** DIRECTIONS FOR THIS TASK **
Below are some records; find each line that carries the word "Opoku" and copy it.

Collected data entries
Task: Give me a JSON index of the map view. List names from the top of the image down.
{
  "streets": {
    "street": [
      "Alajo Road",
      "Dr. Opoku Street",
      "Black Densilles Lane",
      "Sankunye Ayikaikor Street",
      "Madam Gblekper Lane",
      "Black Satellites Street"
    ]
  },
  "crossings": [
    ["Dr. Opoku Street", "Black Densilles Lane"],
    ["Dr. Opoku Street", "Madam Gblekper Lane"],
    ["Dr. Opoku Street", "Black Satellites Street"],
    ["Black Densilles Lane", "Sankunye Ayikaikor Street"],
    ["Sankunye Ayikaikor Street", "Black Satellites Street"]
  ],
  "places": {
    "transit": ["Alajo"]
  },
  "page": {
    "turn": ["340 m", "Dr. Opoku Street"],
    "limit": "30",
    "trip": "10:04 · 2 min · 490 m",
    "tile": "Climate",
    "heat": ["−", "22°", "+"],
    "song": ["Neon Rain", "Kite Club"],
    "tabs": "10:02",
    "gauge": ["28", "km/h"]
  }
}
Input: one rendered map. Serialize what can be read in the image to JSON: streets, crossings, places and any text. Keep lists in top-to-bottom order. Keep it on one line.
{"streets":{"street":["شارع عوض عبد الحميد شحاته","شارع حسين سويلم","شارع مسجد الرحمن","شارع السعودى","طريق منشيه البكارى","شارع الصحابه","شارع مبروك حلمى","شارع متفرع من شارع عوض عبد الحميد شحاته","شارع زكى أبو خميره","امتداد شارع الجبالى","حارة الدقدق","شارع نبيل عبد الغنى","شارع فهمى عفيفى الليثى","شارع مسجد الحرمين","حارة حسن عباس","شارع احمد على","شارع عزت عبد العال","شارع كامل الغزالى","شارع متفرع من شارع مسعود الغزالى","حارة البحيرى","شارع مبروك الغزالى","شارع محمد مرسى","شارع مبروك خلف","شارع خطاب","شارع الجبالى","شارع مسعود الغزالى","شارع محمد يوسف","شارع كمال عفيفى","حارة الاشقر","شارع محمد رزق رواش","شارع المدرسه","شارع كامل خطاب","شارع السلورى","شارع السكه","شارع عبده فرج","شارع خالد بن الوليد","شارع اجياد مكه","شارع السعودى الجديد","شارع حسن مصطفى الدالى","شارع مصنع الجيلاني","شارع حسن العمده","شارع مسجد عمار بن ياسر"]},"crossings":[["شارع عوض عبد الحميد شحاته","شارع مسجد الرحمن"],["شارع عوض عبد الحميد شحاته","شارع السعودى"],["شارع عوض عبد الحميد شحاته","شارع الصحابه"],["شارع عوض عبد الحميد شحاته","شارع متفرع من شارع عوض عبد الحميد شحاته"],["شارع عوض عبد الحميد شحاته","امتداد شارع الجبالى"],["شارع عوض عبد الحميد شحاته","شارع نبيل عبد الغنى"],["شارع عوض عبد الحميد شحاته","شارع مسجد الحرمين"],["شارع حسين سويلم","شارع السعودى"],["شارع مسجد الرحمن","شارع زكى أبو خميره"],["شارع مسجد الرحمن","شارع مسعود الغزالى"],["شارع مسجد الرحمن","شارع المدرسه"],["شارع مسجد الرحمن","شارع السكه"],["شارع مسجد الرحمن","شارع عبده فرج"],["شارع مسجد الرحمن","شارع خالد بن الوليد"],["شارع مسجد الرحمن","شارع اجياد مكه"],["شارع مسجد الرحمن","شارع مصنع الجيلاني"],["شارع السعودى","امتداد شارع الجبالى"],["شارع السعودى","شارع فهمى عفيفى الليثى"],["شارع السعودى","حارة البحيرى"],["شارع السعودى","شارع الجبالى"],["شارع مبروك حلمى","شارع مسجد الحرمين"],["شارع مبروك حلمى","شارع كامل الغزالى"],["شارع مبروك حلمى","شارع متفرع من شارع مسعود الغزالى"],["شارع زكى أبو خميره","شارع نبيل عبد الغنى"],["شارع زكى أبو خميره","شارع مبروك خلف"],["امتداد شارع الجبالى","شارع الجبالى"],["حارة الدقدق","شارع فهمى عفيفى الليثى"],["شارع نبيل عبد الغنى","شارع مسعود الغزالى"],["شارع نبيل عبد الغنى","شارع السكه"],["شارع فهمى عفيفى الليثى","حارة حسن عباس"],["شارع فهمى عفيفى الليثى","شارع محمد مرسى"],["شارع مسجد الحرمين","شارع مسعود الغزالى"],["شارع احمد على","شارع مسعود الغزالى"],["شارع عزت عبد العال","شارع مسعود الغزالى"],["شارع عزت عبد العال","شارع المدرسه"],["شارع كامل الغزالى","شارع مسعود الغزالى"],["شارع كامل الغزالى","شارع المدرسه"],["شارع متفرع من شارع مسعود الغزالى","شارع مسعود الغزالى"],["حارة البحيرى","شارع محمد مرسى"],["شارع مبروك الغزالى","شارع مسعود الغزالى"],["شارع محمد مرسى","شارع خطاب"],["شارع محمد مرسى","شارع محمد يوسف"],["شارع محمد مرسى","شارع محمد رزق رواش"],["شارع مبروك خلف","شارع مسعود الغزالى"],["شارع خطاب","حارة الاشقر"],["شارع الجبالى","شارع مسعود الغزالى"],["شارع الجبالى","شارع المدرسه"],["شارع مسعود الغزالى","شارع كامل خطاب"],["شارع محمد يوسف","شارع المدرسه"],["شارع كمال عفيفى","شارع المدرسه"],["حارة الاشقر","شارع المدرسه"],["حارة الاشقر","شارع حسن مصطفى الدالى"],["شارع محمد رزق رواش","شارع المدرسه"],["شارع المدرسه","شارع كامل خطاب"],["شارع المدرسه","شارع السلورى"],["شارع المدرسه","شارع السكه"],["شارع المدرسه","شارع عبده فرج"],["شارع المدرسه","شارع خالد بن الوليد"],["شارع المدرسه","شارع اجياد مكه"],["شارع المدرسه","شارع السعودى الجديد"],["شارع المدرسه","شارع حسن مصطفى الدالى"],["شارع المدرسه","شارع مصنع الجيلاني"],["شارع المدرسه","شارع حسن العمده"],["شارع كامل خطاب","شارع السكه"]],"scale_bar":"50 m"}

** RESULT OF THIS EXERCISE **
      "Dr. Opoku Street",
    ["Dr. Opoku Street", "Black Densilles Lane"],
    ["Dr. Opoku Street", "Madam Gblekper Lane"],
    ["Dr. Opoku Street", "Black Satellites Street"],
    "turn": ["340 m", "Dr. Opoku Street"],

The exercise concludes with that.